Berdoa untuk kaum Muslim yang hidup atau yang sudah wafat adalah anjuran agama. Membaca al-Qur’an juga merupakan salah satu bentuk ibadah yang dianjurkan. Hanya saja, terdapat perbedaan paham di kalangan para ulama ihwal bermanfaat atau tidaknya bacaan itu bagi orang yang telah wafat. Memang, dalam kitab-kitab hadits standar, ditemukan hadits-hadits yang menganjurkan pembacaan al-Qur’an bagi orang yang akan atau telah wafat. Misalnya, Abû Dâwûd meriwayatkan bahwa sahabat Nabi, Ma‘qil bin Yasâr, menyatakan bahwa Nabi saw. bersabda, “Bacalah surah Yâsîn untuk orang-orang yang (akan atau sudah) mati (dari kaum Muslim).”

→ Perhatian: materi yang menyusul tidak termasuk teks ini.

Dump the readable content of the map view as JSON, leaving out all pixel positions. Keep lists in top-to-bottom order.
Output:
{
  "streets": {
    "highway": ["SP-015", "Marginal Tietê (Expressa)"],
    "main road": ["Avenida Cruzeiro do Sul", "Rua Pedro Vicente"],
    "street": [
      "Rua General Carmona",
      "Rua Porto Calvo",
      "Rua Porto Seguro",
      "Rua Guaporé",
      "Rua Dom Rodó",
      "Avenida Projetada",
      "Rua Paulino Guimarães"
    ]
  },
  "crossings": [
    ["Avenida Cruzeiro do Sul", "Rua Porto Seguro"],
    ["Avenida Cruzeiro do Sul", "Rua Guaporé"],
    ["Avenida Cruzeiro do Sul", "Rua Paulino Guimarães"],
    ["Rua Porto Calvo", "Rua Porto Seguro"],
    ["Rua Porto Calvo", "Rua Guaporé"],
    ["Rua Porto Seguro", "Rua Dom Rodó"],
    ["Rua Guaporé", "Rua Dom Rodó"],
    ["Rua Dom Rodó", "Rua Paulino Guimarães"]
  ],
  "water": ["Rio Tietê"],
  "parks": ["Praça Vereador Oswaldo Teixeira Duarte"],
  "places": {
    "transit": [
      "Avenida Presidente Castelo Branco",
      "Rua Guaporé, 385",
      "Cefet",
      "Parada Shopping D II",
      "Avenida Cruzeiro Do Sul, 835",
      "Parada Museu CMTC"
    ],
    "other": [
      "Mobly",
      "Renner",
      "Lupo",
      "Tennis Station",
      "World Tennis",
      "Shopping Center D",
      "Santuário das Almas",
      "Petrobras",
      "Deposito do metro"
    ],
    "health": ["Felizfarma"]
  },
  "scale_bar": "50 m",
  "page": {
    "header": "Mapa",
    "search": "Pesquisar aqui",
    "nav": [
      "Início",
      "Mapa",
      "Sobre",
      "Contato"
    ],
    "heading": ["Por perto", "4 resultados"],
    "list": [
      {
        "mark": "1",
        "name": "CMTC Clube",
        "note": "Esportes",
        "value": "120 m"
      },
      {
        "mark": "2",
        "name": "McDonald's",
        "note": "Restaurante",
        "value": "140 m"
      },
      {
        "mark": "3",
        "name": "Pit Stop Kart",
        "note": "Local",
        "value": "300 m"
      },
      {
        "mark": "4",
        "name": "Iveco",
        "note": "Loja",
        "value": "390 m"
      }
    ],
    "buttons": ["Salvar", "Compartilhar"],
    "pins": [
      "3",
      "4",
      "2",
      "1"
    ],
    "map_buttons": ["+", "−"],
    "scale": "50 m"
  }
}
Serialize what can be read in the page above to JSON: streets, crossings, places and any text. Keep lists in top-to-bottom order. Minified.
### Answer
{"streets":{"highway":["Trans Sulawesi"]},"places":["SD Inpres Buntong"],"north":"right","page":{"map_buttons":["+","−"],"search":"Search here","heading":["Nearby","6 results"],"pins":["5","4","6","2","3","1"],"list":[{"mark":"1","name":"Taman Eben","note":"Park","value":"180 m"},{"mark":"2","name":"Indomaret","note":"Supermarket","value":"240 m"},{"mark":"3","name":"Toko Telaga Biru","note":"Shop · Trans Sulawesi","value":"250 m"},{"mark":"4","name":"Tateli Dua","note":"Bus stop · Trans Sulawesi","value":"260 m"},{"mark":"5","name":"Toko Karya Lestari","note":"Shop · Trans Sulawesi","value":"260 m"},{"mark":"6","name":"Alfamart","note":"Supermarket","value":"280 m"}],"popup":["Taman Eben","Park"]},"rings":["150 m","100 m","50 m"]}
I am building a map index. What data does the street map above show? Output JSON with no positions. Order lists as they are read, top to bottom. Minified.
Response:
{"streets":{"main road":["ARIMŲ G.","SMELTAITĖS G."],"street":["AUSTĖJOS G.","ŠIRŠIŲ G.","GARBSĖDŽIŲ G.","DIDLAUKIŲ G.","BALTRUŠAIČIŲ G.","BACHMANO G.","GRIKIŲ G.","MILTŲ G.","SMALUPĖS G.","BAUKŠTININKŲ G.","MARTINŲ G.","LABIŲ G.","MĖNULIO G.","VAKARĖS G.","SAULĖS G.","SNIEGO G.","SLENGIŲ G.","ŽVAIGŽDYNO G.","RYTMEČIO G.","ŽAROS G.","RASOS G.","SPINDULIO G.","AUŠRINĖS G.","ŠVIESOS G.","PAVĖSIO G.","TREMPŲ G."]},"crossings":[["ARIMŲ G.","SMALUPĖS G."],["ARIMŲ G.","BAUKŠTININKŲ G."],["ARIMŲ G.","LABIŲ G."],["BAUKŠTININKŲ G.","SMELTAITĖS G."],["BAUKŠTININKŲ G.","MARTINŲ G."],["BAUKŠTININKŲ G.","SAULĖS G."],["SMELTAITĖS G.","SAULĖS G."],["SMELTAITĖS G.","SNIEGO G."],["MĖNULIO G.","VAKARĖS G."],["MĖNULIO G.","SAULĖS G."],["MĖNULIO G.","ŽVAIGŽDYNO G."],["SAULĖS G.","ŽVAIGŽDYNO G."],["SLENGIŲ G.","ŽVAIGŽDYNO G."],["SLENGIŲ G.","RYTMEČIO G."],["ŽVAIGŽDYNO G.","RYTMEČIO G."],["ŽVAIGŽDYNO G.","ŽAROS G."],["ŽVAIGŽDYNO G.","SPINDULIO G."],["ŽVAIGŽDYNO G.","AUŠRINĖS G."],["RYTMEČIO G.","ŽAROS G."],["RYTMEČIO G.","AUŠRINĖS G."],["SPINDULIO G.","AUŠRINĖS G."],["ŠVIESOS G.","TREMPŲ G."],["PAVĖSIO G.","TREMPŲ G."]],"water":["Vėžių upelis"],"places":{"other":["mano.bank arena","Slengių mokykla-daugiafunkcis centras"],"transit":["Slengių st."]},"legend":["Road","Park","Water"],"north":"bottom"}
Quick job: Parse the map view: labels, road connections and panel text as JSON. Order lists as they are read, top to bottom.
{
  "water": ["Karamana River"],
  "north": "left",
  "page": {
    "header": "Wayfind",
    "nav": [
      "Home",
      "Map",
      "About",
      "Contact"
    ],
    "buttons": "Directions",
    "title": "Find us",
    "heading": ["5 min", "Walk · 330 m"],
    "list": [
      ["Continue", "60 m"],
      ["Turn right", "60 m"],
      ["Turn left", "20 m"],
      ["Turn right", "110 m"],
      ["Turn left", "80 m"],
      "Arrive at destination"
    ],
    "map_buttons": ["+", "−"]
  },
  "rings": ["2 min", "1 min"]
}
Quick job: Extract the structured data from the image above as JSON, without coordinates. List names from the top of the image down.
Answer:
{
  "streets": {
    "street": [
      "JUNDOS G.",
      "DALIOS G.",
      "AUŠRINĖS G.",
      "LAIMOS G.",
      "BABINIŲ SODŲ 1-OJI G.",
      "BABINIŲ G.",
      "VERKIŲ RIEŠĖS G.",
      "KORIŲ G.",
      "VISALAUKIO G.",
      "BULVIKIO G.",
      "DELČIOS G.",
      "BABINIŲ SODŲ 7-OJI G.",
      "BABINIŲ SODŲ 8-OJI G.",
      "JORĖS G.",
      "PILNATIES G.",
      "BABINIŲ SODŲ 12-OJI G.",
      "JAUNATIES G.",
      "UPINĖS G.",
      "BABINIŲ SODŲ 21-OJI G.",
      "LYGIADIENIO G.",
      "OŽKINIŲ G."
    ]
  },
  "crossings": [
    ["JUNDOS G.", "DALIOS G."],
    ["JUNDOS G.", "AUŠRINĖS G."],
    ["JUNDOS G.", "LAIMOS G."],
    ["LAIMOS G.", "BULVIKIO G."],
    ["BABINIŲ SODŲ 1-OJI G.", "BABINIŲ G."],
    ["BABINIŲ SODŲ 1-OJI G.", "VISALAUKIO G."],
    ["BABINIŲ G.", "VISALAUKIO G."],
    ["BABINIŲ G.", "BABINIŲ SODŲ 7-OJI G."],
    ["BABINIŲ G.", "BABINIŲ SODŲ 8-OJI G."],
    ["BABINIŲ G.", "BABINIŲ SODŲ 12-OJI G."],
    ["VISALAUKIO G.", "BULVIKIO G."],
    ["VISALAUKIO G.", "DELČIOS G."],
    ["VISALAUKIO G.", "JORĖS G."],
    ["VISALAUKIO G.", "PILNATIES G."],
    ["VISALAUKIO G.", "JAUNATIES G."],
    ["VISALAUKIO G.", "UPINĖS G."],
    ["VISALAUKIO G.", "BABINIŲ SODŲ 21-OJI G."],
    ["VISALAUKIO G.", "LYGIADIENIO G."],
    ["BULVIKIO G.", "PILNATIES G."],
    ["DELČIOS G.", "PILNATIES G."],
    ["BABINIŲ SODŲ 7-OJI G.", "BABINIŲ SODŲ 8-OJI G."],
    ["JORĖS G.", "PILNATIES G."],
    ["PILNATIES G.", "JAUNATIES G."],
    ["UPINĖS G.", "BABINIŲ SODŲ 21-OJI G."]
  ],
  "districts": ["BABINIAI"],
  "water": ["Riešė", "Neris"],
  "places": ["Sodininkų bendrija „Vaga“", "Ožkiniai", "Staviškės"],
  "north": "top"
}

Nilai kesahihan hadits ini dan semacamnya diperselisihkan. Namun, di kalangan para ulama hadits, dikenal kaidah yang menyatakan bahwa hadits-hadits yang tidak terlalu lemah dapat diamalkan, khususnya dalam bidang berbagai keutamaan (fadhâ’il). Dalam konteks pertanyaan Anda, sebagian ulama menyatakan bahwa membaca al-Qur’an, pada dasarnya, dibenarkan, kapan dan di mana pun. Sekalipun hadits di atas lemah, atau bahkan tidak ada sama sekali, tidak ada halangan untuk membaca ayat-ayat al-Qur’an bagi orang yang akan atau sudah wafat.



Yang diperselisihkan oleh para ulama adalah apakah ganjaran bacaan itu dapat diperoleh oleh almarhum atau tidak. Dalam bukunya berjudul Yas’alûnaka, Syaikh Muhammad asy-Syarabashi mengutip pendapat al-Qarâfî dalam kitab al-Furûq bahwa kebajikan yang dilakukan seseorang kepada orang lain yang telah wafat mencakup tiga kategori: Pertama, disepakati tidak bermanfaat, seperti keimanan seseorang yang ingin diberikan ganjarannya kepada orang lain; kedua, disepakati bermanfaat seperti sedekah; dan ketiga, diperselisihkan apakah bermanfaat atau tidak, seperti menghajikan, berpuasa, dan membaca al-Qur’an untuknya.


Pada dasarnya, mazhab Imam Syâfi‘î menilai bahwa pahalanya tidak bermanfaat bagi orang yang telah wafat, sementara mazhab Abû Hanîfah dan Ahmad bin Hanbal berpendapat bahwa pahalanya dapat diterima oleh orang yang telah wafat. Imam al-Qarâfî yang bermazhab Mâlikî ini menutup keterangannya dengan mengatakan, “Persoalan ini, walaupun diperselisihkan, tidak wajar untuk ditinggalkan dalam hal pengamalannya. Sebab, siapa tahu, hal itu benar-benar dapat diterima oleh orang yang telah wafat, karena yang demikian itu berada di luar jangkauan pengetahuan kita. Perbedaan pendapat terjadi bukan pada hukum boleh-tidaknya, melainkan pada kenyataan sampai-tidaknya pahala bacaan itu kepada orang yang wafat. Demikian, wallâhu a‘lam.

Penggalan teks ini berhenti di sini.